▼▼▼

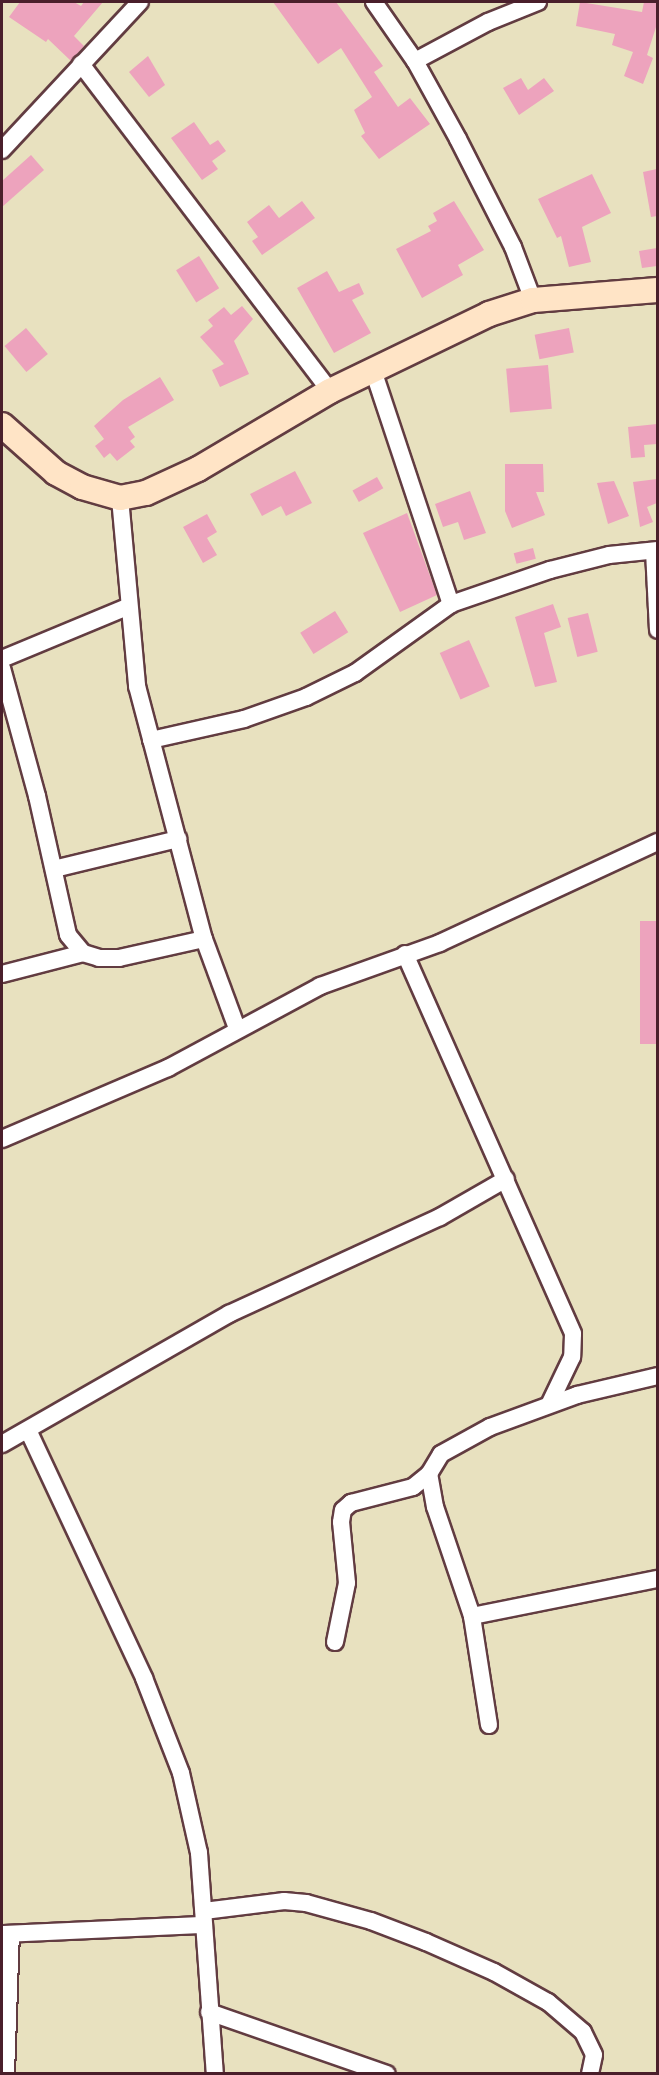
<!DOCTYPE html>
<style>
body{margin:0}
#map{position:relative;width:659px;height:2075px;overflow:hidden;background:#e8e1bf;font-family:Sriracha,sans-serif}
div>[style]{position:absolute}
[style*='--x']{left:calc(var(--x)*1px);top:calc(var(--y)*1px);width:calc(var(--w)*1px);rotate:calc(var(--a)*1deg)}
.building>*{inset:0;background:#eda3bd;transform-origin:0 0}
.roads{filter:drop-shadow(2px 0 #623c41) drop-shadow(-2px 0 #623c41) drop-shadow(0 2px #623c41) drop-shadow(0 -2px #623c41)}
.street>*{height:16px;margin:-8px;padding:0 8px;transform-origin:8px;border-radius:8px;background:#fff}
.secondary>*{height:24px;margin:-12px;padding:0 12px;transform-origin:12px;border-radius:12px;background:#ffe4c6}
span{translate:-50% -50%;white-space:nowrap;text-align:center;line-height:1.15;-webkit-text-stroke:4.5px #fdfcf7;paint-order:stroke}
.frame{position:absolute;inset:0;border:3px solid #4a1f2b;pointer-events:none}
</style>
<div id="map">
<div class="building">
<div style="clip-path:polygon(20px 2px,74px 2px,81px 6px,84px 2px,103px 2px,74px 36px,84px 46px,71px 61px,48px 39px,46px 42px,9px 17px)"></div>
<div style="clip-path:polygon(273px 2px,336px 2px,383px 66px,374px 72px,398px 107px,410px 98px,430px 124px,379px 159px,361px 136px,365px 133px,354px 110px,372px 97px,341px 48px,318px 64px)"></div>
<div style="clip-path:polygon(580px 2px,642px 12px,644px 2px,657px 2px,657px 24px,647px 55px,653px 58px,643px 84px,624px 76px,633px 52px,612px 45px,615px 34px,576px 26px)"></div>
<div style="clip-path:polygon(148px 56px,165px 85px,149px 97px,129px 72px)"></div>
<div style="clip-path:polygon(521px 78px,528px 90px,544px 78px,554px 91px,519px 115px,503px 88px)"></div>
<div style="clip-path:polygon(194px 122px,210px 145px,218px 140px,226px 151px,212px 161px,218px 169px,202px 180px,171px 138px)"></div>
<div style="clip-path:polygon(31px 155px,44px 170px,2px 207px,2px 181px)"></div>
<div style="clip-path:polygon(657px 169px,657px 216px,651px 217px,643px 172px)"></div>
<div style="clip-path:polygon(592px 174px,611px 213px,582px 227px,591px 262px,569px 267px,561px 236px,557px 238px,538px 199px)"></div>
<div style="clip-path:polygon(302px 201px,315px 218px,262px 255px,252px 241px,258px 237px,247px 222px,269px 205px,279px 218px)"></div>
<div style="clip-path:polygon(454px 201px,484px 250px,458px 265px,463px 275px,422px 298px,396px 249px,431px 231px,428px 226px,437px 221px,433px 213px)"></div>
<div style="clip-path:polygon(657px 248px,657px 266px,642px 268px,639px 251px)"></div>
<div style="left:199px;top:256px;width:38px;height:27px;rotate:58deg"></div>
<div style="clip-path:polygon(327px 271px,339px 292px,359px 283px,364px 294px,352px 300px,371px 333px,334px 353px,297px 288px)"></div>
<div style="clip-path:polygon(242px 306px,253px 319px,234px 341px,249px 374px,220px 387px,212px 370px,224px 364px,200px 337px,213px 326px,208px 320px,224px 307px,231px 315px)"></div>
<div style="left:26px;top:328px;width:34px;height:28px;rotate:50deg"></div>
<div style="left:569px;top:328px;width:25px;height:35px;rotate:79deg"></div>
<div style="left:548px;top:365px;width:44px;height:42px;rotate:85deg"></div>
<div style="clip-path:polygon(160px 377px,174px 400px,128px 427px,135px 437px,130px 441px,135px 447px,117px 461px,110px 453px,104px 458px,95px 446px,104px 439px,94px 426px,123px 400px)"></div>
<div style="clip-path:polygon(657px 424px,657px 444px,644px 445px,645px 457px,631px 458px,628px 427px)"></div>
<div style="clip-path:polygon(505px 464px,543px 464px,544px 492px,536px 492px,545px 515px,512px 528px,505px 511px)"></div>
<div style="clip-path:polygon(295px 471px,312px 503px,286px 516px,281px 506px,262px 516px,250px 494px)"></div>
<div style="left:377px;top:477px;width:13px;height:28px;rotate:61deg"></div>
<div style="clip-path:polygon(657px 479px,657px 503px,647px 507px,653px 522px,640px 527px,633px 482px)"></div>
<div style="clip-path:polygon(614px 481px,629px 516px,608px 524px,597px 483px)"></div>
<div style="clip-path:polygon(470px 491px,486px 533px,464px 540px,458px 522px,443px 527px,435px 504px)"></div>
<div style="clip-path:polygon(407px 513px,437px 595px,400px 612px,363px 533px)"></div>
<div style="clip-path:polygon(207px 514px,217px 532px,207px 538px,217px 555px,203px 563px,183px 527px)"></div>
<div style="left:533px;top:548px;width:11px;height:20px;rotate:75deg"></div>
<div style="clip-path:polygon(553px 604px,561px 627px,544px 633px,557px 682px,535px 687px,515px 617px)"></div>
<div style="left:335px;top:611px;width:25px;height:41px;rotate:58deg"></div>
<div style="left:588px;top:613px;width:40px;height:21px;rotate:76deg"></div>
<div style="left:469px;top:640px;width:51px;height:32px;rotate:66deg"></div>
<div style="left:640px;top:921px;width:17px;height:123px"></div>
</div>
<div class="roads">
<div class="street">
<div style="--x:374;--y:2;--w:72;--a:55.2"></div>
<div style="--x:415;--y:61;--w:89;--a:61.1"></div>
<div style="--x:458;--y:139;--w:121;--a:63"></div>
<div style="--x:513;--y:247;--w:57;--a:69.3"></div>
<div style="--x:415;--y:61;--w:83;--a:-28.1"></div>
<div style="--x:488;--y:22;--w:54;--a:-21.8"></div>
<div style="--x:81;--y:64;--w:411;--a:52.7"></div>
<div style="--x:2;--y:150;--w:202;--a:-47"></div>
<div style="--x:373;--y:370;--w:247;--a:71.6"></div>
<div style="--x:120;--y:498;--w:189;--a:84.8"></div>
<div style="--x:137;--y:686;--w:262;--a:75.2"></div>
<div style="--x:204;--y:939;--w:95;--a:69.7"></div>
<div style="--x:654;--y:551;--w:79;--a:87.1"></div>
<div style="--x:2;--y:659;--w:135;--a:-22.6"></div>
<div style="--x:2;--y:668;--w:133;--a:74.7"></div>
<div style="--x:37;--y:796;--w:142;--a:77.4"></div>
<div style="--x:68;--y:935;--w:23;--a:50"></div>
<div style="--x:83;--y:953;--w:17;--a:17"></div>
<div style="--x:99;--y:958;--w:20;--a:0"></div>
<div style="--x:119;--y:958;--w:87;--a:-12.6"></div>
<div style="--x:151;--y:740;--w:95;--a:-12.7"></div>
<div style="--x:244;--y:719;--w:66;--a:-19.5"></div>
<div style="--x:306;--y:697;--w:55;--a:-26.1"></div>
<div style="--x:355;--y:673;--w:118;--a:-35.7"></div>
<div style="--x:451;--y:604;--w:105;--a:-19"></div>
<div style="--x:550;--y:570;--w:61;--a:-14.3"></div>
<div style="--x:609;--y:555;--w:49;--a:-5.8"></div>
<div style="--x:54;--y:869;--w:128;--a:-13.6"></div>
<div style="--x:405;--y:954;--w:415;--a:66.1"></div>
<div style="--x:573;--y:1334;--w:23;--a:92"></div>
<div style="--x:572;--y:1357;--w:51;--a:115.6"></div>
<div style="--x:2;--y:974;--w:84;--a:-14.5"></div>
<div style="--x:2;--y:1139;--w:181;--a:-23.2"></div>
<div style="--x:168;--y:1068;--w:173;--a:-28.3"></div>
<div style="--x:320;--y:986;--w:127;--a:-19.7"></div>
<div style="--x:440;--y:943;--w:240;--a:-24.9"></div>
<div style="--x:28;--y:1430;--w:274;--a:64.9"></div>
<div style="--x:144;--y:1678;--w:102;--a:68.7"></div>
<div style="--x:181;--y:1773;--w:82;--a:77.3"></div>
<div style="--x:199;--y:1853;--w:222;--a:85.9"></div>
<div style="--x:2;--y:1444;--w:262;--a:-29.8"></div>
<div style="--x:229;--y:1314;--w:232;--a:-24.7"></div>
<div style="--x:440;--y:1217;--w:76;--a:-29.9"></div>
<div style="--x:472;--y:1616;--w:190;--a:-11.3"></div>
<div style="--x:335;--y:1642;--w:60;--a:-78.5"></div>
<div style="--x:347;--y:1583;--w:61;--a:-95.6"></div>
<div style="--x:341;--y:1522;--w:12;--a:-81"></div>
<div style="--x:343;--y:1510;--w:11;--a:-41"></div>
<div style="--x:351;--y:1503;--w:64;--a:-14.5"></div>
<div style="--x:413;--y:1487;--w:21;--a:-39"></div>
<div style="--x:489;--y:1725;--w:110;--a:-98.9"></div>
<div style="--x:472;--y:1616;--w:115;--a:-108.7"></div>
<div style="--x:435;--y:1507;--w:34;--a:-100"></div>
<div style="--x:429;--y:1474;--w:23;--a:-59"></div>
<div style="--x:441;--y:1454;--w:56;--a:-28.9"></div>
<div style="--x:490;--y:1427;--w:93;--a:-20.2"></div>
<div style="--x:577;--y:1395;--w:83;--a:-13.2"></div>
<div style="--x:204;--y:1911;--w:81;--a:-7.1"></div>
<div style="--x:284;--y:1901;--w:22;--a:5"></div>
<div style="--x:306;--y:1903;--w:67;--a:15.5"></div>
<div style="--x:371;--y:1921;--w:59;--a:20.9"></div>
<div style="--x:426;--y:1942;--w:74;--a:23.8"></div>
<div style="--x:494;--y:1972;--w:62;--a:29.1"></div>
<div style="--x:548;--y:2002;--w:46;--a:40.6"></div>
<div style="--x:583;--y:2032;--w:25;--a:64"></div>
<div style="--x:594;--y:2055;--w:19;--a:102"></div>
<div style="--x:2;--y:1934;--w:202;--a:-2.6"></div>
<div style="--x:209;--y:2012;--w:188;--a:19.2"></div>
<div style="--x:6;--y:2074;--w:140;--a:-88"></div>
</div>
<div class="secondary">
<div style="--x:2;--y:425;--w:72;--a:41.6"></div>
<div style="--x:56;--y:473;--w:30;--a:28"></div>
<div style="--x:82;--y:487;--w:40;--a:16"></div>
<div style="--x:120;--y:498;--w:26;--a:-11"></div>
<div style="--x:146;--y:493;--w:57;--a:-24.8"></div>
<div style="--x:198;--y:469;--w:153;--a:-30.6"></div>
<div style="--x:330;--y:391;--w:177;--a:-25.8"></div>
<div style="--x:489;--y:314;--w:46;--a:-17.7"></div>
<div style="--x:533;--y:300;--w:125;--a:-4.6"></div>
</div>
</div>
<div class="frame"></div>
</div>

▲▲▲

» **EXERCISE REQUIREMENTS**:
Copy only what lies between the start of the listing above and the line containing "0 #623c41) drop-shadow(-2px", inclusive of both ends, exactly as written, and drop the pictures.

» **EXPECTED ANSWER**:
<!DOCTYPE html>
<style>
body{margin:0}
#map{position:relative;width:659px;height:2075px;overflow:hidden;background:#e8e1bf;font-family:Sriracha,sans-serif}
div>[style]{position:absolute}
[style*='--x']{left:calc(var(--x)*1px);top:calc(var(--y)*1px);width:calc(var(--w)*1px);rotate:calc(var(--a)*1deg)}
.building>*{inset:0;background:#eda3bd;transform-origin:0 0}
.roads{filter:drop-shadow(2px 0 #623c41) drop-shadow(-2px 0 #623c41) drop-shadow(0 2px #623c41) drop-shadow(0 -2px #623c41)}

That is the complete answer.